(Entries taken from a collection)
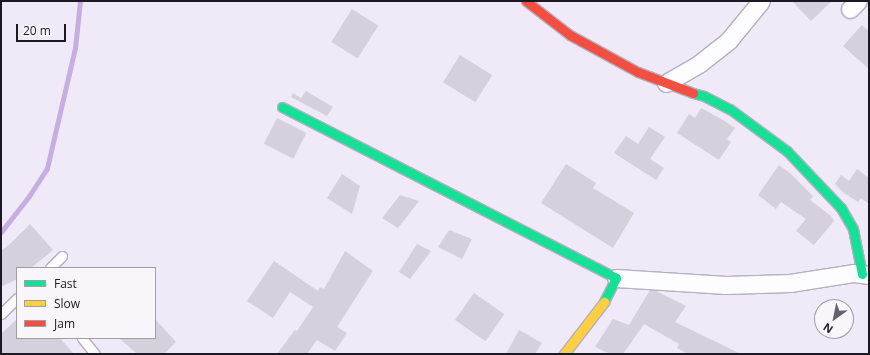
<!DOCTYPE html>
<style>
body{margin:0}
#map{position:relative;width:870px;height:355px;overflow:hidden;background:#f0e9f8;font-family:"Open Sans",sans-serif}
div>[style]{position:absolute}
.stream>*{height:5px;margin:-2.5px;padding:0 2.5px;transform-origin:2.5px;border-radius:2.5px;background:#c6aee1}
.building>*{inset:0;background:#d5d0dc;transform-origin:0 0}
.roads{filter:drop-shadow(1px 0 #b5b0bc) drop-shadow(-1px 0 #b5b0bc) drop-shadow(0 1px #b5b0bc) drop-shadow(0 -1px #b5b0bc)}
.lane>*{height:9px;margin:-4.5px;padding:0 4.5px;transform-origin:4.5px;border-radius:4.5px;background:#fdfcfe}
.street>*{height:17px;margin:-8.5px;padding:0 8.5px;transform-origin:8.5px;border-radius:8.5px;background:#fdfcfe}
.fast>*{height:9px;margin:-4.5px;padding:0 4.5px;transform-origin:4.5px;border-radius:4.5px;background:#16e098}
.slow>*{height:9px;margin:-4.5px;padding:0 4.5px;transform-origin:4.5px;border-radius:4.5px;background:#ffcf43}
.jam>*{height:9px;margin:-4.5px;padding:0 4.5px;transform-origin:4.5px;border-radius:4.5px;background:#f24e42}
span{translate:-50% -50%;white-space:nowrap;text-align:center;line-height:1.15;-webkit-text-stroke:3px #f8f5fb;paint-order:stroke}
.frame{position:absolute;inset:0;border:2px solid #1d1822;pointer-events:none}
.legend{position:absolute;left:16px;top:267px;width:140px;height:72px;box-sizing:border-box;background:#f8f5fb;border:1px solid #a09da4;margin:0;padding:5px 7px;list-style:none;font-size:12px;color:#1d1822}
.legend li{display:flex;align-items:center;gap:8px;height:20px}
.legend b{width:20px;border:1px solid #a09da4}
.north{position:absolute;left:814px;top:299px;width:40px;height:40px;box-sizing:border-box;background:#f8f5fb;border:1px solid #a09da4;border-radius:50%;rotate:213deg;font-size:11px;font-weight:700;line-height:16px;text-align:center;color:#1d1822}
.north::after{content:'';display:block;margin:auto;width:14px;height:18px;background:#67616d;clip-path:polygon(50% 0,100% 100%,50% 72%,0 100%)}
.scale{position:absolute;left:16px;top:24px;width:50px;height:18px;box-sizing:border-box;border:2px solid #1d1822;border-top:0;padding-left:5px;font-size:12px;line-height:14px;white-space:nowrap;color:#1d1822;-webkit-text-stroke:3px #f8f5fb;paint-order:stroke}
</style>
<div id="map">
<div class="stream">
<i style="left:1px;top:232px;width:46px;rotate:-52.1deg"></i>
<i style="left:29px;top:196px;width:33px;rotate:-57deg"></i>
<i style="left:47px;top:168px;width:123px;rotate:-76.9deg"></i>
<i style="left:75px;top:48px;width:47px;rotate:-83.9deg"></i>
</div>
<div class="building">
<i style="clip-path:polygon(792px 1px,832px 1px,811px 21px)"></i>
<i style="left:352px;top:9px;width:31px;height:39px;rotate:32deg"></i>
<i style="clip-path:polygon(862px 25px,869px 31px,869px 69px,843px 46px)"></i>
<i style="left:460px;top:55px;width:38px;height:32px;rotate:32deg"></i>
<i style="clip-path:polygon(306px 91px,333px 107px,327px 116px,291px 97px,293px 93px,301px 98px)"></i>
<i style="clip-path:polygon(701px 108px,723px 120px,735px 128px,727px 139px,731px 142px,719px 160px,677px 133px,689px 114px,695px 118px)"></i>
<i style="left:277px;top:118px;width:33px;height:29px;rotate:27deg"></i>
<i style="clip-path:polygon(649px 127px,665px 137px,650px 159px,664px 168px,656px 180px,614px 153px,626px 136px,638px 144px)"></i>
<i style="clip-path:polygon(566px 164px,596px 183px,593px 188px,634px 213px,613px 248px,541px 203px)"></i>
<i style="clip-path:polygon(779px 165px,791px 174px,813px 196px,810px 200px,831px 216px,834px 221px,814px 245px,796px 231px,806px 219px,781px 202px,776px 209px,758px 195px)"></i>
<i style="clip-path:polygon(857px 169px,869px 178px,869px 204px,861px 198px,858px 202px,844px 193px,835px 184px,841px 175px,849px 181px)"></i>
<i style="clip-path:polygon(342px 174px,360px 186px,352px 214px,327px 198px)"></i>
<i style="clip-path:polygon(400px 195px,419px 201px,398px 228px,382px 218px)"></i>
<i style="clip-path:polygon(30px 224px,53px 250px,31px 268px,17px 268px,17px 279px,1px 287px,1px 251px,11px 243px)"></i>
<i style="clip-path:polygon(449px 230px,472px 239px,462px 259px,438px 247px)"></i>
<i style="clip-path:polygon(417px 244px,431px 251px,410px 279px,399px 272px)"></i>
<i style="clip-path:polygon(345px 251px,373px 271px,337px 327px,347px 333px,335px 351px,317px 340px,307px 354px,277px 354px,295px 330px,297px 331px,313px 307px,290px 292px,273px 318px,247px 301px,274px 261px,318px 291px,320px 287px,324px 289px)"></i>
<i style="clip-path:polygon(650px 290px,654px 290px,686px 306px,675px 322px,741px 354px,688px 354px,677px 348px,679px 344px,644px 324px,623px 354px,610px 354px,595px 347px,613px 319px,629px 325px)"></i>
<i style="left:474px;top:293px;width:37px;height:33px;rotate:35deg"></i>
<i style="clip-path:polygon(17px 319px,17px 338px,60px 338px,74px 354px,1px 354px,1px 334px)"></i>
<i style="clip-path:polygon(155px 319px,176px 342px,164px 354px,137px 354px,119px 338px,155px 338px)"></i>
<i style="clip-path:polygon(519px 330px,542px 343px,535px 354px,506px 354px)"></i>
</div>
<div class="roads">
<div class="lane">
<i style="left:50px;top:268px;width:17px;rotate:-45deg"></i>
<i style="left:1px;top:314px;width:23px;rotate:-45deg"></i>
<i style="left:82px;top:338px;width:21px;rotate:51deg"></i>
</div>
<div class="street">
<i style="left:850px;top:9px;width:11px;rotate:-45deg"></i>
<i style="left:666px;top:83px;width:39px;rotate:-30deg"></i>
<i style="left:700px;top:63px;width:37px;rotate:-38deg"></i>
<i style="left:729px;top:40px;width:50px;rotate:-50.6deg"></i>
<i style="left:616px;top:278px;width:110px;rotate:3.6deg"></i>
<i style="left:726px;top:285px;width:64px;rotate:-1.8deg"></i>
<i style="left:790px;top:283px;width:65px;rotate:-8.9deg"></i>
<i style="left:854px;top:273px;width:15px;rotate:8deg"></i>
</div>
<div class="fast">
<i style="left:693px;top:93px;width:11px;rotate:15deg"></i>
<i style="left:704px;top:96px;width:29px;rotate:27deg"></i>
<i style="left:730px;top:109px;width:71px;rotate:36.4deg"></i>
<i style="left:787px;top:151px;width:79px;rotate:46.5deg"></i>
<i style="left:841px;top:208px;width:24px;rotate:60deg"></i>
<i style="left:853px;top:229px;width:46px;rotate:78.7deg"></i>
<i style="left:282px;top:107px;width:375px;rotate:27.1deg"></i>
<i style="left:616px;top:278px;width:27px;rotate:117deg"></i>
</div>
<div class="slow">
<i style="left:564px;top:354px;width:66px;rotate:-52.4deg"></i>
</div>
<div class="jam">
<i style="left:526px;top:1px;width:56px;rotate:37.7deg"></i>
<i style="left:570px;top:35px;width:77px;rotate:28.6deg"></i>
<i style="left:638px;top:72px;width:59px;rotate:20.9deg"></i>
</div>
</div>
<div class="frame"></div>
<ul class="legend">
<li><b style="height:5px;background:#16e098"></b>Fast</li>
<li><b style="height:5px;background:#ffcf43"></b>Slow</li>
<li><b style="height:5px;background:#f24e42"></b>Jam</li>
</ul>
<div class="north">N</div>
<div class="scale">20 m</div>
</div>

- **Exercise directions**:
Leave the pictures out, and restate exactly the lines from the start of the records through the one that contains "0 #b5b0bc) drop-shadow(-1px".

- **Completed task**:
<!DOCTYPE html>
<style>
body{margin:0}
#map{position:relative;width:870px;height:355px;overflow:hidden;background:#f0e9f8;font-family:"Open Sans",sans-serif}
div>[style]{position:absolute}
.stream>*{height:5px;margin:-2.5px;padding:0 2.5px;transform-origin:2.5px;border-radius:2.5px;background:#c6aee1}
.building>*{inset:0;background:#d5d0dc;transform-origin:0 0}
.roads{filter:drop-shadow(1px 0 #b5b0bc) drop-shadow(-1px 0 #b5b0bc) drop-shadow(0 1px #b5b0bc) drop-shadow(0 -1px #b5b0bc)}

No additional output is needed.